Yesterday there was a solid demonstration in London against the approach of the UK government towards higher education. As discussed previously the general approach involves abandonment of direct government responsibility for funding of higher education by abolishing the teaching grant to the vast majority of subject areas saving only a select few so-called "priority" areas. Over 50,000 people gathered yesterday to protest and the day climaxed in the take-over of Millbank, the building in which the Conservative Party is housed. The general passion of the crowds gathered was very impressive, the turn-out was twice what the National Union of Students had predicted and the atmosphere was one in which the sell-out of the Liberal Democrats was particularly high-lighted by protestors. The day was generally successful in showing the beginning of a mobilised resistance against the government plans and NUS plans to specifically target Liberal Democrat MPs given that they are currently intending to break an election pledge.


It has to be said that all this is deeply encouraging, showing, as it does, that many people are passionate about education and angry with the government. Protesting the proposed policies is essential to maintaining an education system worthy the name in which education is understood as a public good and not merely a private "investment". It is now essential to maintain the pressure as is being done by these students at Manchester University.

2 comments:

sinistredestre said...

A violent riot is an extreme response to a situation of percieved desparation. I think that with all the cuts made in the name of austerity, this kind of response is overdue.

It's nice to see passionate students. There's a part of me which compares this spate of activism with the likes of the 1968 student activism.

I wonder if and when the academics will start protesting as well? Those in the humanities and social sciences and those deemed 'non-useful' subjects by the Government.

As someone who has been trying for a PhD for some time, an overall cut in funding and raise in tuition fees makes my aspiration seem less and less likely to be realised. If I were a full time student again I'd definately have been out there at the protest, as it happens, I was working on my second day in a job that is barely paying my bills after graduating from my MA.

I don't think one needs a masters degree specialising in 18thC metaphysics and epistemology to open doors and say 'good afternoon sir'. But expect more of it with these intolerable economic conditions.

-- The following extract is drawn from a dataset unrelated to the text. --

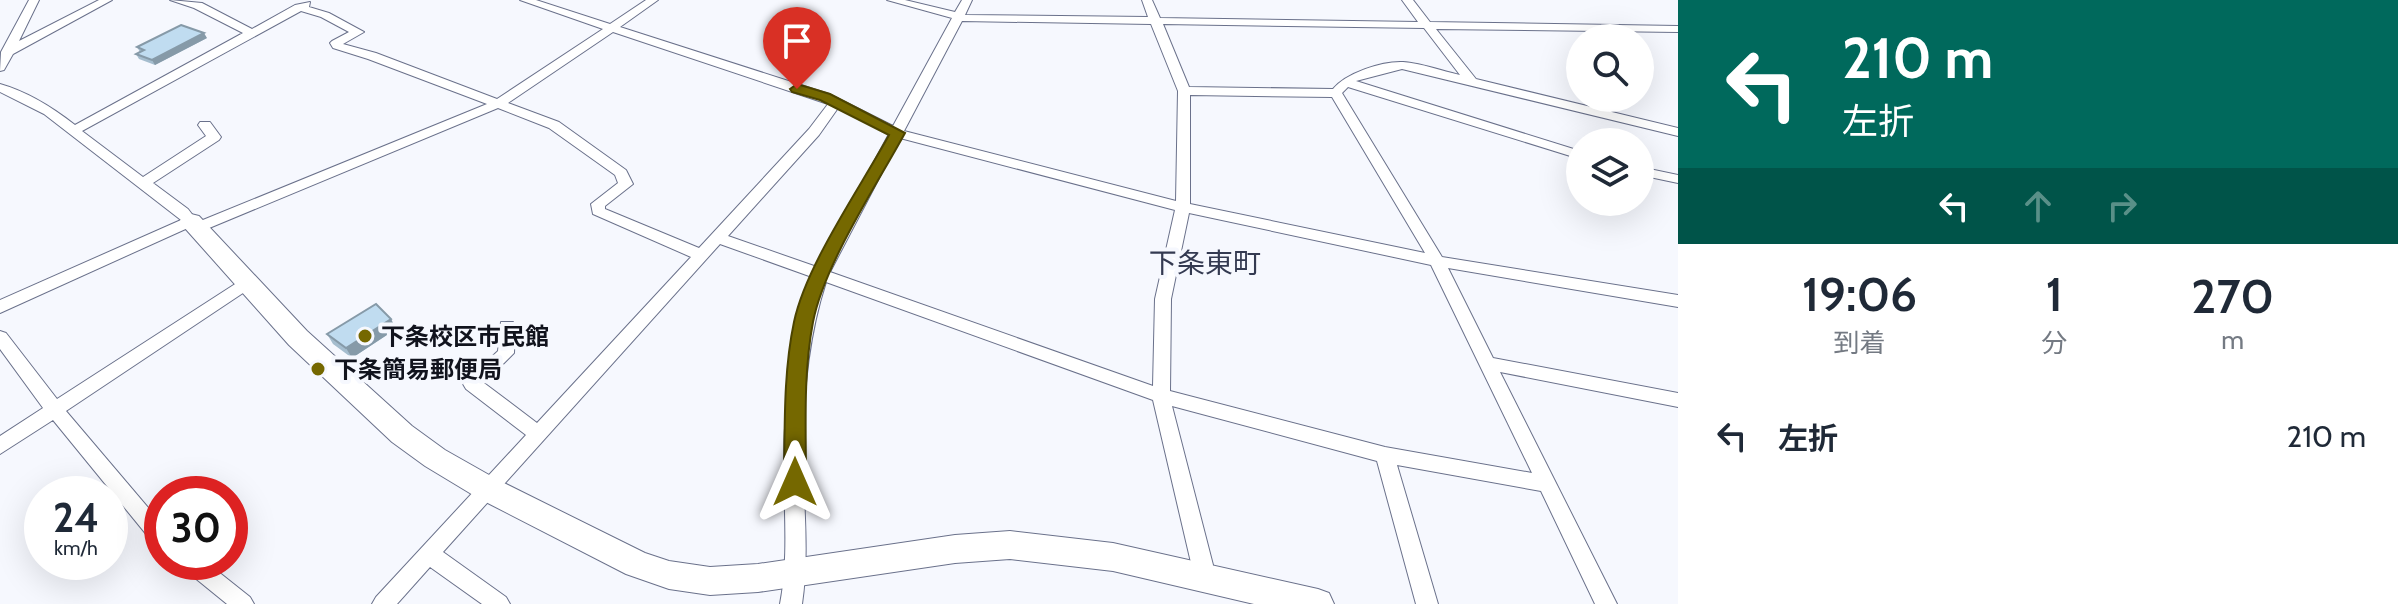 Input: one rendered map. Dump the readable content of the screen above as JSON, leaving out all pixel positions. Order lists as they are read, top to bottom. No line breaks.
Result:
{"districts":["下条東町"],"places":["下条校区市民館","下条簡易郵便局"],"page":{"turn":["210 m","左折"],"eta":["19:06","到着","1","分","270","m"],"list":[{"name":"左折","value":"210 m"}],"speed":"24 km/h","limit":"30"}} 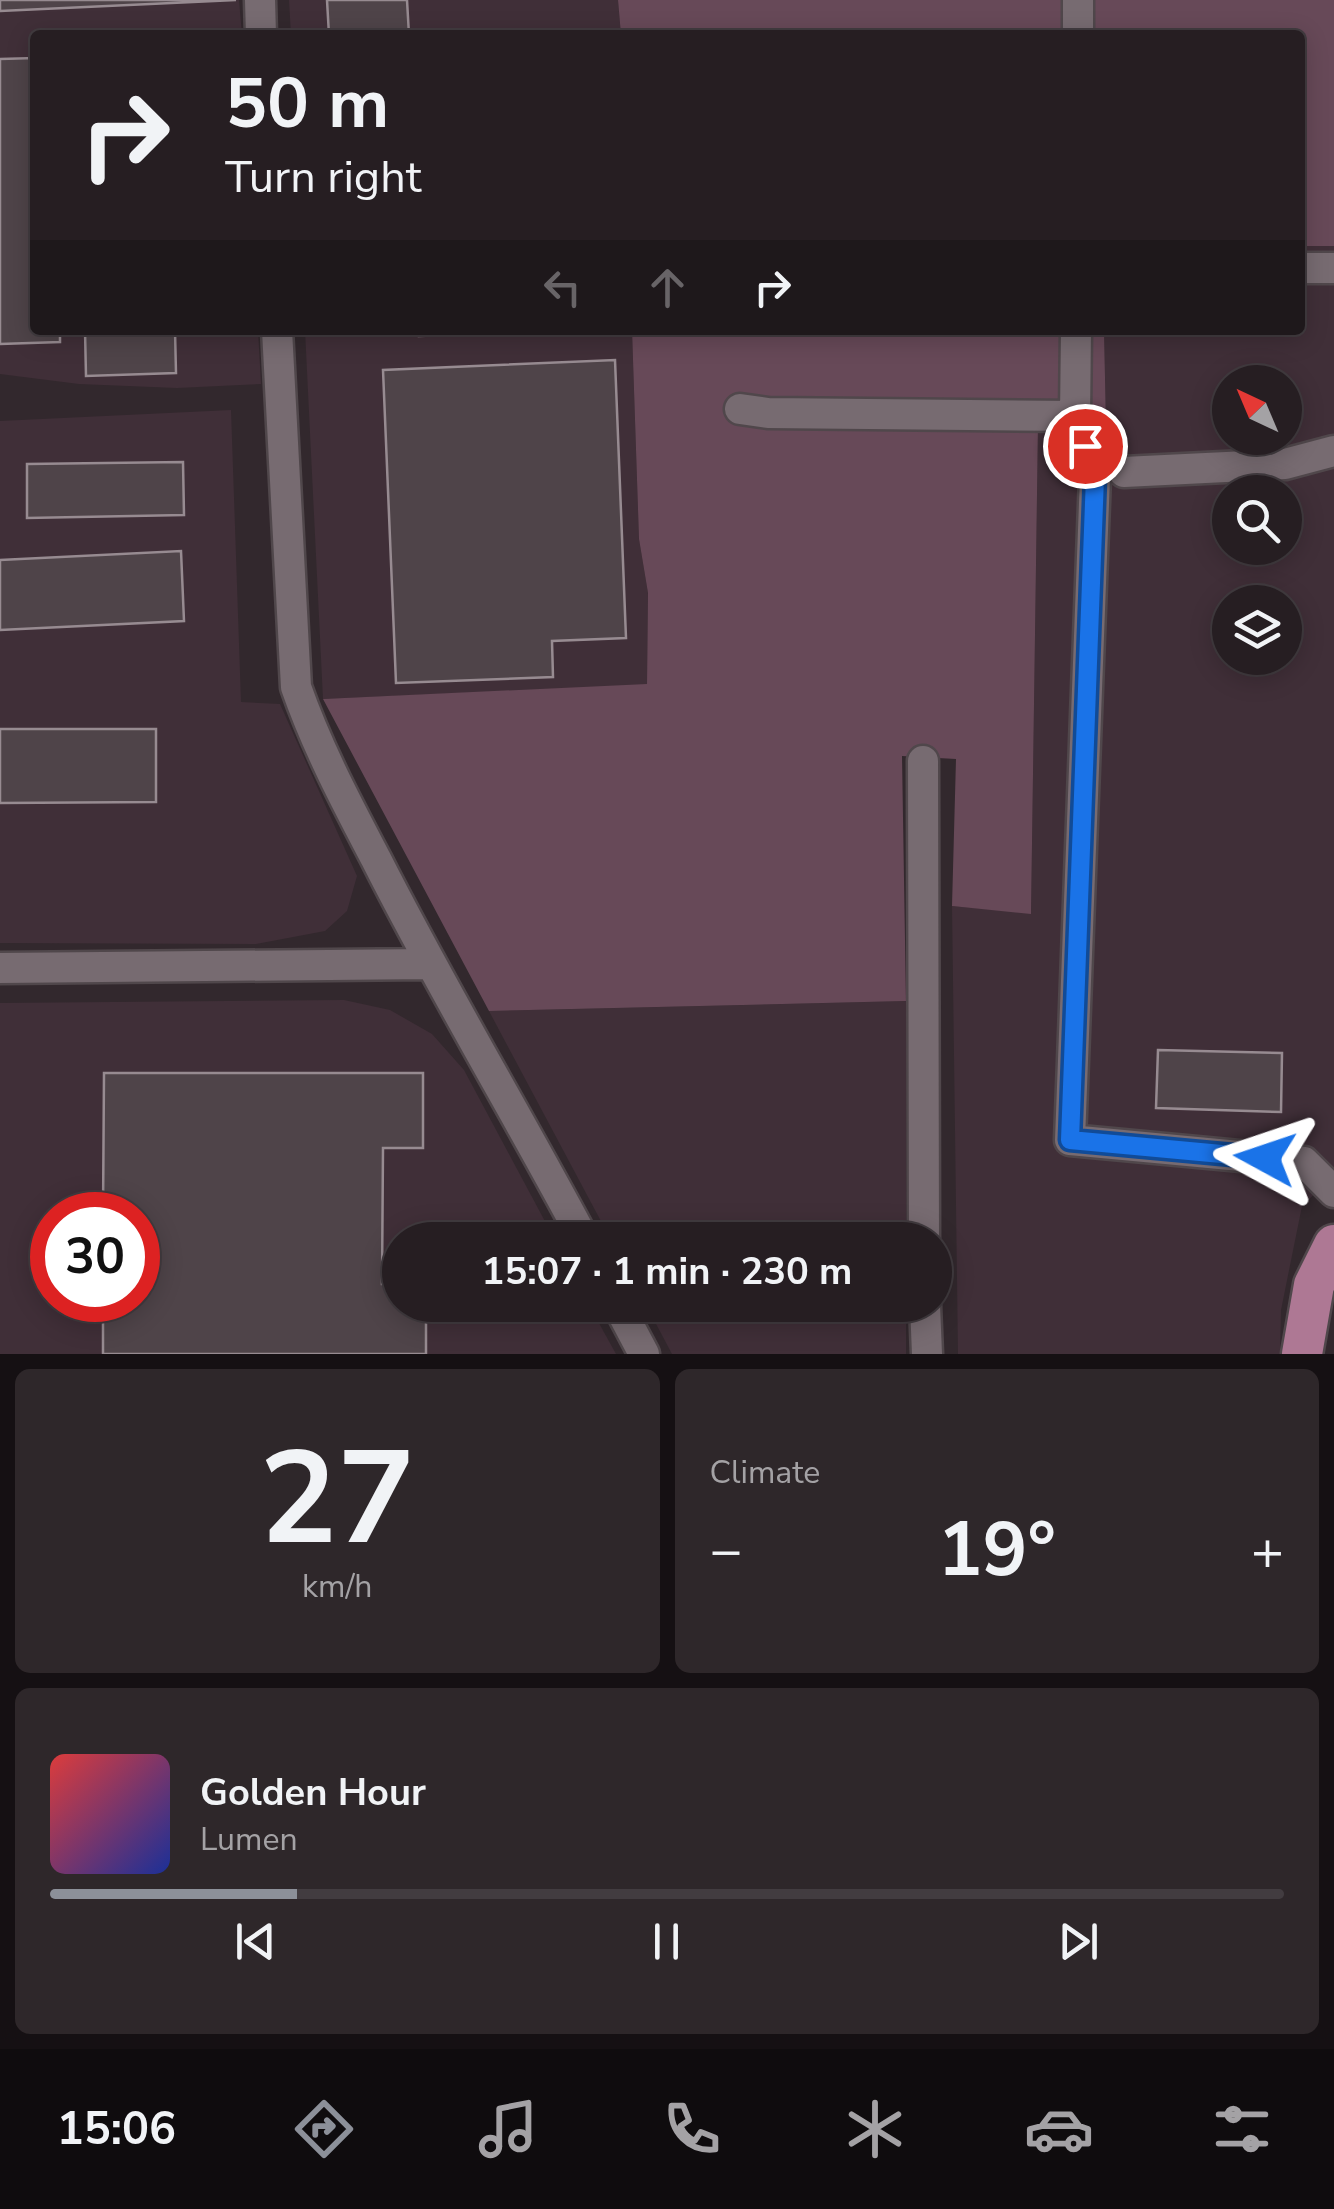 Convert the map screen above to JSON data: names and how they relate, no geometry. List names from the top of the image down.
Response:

It's nice to hear an academic (and Kant scholar) not standing against the protest this week. There's something almost Durkheimian about the behaviour in Milbank; extreme actions are a result of overly controlled social conditions.

Gary Banham said...

Thanks for your comment and commiserations with regard to your current situation. I well understand how difficult it is to progress within academic institutions, particularly given the scarcity of grants for post-graduate work. Academics were also on the demonstration protesting against the government, the Browne report and the general attack on the majority of subject areas. I certainly stand with those protesting and against the destructive policies of the UK government.